"""
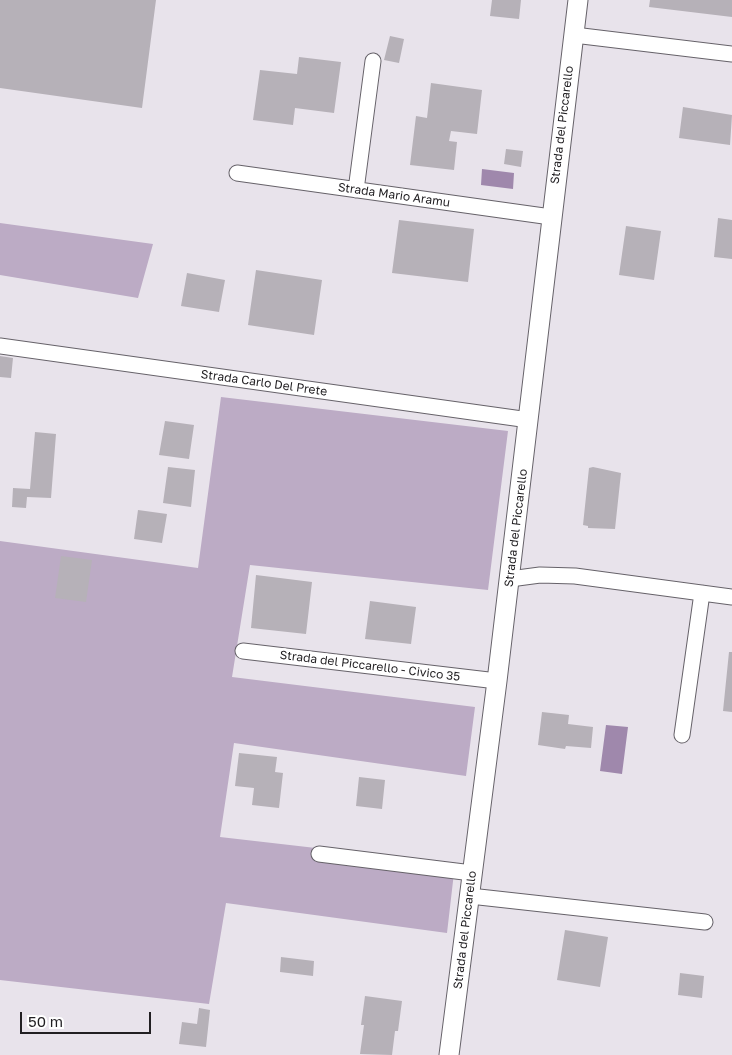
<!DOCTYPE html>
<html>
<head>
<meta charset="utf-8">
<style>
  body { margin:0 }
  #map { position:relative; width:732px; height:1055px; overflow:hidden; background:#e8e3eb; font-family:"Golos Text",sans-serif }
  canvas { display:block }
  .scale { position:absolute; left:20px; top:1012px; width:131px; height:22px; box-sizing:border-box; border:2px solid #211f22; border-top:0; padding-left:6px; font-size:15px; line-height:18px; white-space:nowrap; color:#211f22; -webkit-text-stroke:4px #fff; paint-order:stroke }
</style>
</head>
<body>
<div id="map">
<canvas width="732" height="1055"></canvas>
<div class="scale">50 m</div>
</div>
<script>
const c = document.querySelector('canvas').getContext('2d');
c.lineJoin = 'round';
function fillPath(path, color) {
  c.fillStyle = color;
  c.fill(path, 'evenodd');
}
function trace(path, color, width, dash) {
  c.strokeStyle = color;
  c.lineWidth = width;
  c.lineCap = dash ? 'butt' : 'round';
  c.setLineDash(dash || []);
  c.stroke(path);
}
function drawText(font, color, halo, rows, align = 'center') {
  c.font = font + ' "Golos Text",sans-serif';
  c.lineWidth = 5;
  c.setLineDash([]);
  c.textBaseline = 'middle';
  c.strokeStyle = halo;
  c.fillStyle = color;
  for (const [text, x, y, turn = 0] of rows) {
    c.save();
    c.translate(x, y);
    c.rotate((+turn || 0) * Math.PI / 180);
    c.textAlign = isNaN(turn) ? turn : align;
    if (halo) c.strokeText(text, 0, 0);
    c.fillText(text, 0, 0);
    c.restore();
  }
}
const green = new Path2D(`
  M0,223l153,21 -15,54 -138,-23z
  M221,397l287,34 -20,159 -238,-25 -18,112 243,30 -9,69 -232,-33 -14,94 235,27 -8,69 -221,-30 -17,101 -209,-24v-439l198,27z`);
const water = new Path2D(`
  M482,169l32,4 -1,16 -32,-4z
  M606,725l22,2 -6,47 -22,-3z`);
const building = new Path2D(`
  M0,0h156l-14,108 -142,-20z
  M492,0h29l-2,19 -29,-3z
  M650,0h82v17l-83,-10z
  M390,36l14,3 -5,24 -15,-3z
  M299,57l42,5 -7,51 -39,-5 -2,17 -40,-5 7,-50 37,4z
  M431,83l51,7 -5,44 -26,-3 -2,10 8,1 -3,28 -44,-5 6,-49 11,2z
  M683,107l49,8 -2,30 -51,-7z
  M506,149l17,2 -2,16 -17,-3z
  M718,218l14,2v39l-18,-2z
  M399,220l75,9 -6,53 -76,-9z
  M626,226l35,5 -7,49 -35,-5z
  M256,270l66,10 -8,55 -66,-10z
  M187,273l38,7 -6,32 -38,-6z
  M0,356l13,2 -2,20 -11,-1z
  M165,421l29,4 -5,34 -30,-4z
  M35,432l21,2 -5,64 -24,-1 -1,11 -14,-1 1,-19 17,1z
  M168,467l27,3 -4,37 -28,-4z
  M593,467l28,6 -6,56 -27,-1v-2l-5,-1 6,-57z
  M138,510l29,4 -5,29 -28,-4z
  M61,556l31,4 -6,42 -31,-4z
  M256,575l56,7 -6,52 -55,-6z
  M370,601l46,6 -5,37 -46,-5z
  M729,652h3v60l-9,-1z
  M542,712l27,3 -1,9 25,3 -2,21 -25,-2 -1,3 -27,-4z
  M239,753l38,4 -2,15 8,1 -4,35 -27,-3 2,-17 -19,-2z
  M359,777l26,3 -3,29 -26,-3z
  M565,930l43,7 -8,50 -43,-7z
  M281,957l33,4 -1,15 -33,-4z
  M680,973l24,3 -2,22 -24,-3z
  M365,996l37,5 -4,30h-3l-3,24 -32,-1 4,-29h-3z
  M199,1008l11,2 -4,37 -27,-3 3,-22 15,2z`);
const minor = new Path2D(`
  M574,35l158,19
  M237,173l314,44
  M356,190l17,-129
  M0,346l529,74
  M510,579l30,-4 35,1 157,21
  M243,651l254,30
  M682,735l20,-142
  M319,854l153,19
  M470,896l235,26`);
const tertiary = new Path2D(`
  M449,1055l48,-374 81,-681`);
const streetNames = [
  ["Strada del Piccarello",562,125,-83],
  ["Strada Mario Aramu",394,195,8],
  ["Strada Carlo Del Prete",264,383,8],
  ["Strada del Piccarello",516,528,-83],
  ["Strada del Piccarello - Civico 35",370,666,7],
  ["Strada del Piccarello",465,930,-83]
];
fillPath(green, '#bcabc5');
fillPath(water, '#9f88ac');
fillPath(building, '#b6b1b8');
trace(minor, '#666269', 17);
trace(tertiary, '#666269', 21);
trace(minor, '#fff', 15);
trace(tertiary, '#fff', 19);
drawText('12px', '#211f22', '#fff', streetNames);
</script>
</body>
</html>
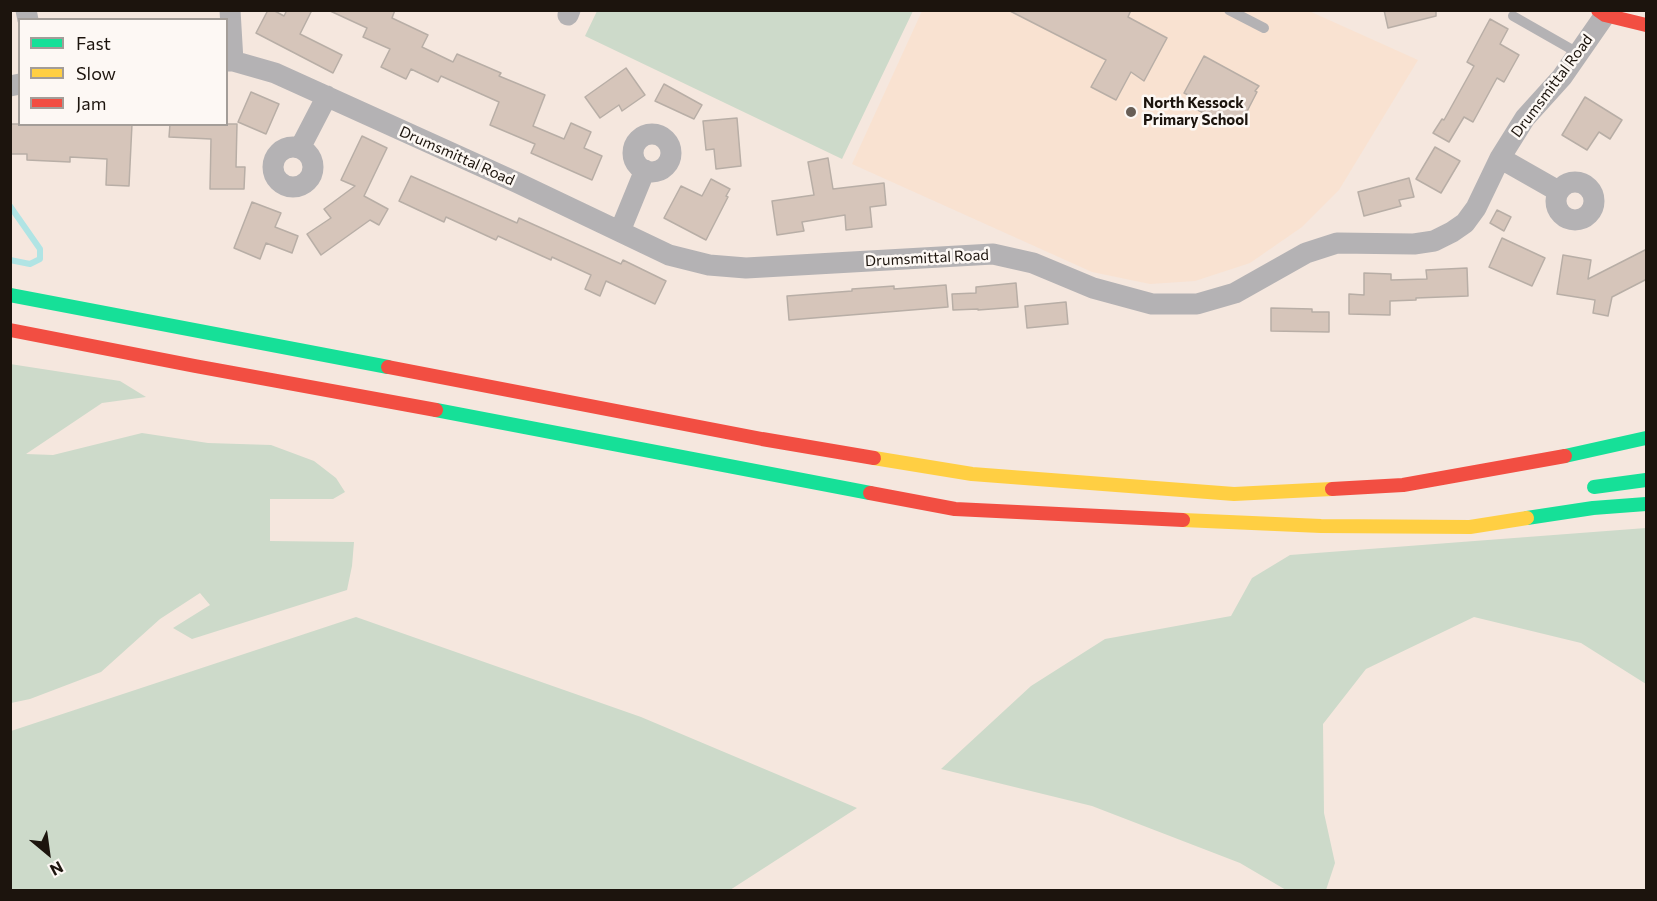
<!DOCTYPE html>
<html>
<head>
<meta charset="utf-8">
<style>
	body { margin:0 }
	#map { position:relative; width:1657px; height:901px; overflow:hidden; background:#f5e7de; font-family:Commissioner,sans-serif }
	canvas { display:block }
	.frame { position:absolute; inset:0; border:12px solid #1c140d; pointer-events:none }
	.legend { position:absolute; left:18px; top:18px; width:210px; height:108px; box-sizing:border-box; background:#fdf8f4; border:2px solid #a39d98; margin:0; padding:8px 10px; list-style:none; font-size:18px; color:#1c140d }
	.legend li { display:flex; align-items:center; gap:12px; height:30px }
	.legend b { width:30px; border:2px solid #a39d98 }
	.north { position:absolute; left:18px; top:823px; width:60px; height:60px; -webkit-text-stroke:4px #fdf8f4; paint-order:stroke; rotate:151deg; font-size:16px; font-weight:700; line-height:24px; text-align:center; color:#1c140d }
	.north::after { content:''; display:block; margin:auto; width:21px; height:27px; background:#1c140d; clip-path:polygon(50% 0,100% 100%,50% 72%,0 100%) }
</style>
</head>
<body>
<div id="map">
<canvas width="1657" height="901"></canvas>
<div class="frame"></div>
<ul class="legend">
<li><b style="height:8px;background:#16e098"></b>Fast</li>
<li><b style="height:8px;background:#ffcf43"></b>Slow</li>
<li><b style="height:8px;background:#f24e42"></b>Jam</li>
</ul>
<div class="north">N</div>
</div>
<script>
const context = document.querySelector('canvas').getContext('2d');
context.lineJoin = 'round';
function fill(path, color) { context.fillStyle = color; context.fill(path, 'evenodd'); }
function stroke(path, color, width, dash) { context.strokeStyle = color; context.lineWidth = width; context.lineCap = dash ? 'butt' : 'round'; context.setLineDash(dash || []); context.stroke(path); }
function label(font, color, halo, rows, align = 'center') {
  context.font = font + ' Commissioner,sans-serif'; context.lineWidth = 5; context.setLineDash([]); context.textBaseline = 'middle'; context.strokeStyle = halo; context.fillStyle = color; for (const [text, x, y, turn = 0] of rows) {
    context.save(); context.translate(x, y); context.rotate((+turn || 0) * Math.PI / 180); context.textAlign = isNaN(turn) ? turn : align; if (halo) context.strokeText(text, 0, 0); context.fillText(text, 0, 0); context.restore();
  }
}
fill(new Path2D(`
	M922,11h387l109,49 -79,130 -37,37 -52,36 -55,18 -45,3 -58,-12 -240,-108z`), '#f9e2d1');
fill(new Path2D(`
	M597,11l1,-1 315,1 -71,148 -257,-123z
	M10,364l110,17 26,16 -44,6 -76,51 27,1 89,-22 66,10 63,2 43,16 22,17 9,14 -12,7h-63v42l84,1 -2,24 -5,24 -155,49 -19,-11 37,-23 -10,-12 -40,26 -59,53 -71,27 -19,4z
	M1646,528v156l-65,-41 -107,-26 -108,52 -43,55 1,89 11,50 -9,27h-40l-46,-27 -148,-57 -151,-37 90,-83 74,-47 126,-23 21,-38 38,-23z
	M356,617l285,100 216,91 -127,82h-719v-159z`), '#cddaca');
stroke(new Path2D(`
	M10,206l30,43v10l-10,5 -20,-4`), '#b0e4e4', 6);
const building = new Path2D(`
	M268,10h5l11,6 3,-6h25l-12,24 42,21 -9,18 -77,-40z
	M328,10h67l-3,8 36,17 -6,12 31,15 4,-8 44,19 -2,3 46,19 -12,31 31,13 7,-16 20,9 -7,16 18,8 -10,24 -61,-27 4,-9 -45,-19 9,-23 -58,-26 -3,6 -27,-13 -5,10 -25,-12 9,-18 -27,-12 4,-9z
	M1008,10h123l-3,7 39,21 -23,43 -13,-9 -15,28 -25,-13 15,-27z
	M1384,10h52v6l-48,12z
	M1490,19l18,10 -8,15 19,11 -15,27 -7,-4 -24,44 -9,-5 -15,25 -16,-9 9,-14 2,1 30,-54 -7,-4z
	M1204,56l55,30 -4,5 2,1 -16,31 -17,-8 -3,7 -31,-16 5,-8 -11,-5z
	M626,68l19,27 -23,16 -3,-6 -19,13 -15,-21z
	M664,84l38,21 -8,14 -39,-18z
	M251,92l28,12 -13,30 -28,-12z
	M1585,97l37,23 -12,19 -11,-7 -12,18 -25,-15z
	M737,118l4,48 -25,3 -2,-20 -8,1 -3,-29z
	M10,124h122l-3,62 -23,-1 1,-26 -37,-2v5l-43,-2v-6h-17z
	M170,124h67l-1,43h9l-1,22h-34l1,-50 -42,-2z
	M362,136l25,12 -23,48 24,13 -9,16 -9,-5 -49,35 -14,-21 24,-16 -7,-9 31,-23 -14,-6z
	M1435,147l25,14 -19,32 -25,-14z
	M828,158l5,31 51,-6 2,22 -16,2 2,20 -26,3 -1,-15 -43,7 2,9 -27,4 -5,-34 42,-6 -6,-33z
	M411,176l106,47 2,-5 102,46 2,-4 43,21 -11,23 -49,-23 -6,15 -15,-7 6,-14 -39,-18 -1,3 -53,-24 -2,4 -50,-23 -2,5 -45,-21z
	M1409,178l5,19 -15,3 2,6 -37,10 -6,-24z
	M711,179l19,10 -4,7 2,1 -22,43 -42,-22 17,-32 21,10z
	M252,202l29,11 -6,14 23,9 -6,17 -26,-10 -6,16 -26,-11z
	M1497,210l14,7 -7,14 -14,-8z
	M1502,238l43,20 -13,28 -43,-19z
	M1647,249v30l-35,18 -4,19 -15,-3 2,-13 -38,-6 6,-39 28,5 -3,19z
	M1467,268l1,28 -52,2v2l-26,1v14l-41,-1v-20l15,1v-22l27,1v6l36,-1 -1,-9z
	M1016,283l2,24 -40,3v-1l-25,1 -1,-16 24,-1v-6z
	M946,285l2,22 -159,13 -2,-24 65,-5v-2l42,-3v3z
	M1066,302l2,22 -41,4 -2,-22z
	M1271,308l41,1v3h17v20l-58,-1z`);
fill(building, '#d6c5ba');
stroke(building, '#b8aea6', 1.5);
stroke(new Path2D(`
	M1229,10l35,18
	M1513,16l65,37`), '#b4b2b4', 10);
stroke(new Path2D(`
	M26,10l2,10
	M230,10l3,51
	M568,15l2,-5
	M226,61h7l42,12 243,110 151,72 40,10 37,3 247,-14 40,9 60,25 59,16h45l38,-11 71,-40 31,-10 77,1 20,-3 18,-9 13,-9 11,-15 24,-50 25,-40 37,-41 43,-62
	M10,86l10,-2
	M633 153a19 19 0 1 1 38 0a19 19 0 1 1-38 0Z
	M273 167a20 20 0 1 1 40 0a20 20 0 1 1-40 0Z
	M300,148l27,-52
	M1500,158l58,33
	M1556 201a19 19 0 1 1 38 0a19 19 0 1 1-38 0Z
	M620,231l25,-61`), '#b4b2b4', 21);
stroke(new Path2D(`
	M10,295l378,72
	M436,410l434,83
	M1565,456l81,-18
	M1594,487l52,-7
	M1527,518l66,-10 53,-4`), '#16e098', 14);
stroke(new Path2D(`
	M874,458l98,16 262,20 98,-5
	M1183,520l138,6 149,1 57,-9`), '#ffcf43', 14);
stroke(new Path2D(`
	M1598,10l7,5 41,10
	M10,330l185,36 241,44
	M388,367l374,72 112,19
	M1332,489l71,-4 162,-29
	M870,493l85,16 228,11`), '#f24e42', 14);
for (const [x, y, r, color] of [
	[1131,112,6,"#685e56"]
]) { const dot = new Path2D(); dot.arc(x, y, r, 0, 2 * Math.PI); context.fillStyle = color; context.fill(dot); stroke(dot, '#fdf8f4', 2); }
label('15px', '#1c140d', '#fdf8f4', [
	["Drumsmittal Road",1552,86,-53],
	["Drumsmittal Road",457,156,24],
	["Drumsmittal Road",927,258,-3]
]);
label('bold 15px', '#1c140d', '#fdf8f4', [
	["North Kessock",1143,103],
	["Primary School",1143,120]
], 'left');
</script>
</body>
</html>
"""
• **EXERCISE**
Once the line containing "c.font = font" has been copied, stop; everything from the first line of the data up to it must be copied exactly, without pictures.

• **ANSWER BOX**
<!DOCTYPE html>
<html>
<head>
<meta charset="utf-8">
<style>
  body { margin:0 }
  #map { position:relative; width:732px; height:1055px; overflow:hidden; background:#e8e3eb; font-family:"Golos Text",sans-serif }
  canvas { display:block }
  .scale { position:absolute; left:20px; top:1012px; width:131px; height:22px; box-sizing:border-box; border:2px solid #211f22; border-top:0; padding-left:6px; font-size:15px; line-height:18px; white-space:nowrap; color:#211f22; -webkit-text-stroke:4px #fff; paint-order:stroke }
</style>
</head>
<body>
<div id="map">
<canvas width="732" height="1055"></canvas>
<div class="scale">50 m</div>
</div>
<script>
const c = document.querySelector('canvas').getContext('2d');
c.lineJoin = 'round';
function fillPath(path, color) {
  c.fillStyle = color;
  c.fill(path, 'evenodd');
}
function trace(path, color, width, dash) {
  c.strokeStyle = color;
  c.lineWidth = width;
  c.lineCap = dash ? 'butt' : 'round';
  c.setLineDash(dash || []);
  c.stroke(path);
}
function drawText(font, color, halo, rows, align = 'center') {
  c.font = font + ' "Golos Text",sans-serif';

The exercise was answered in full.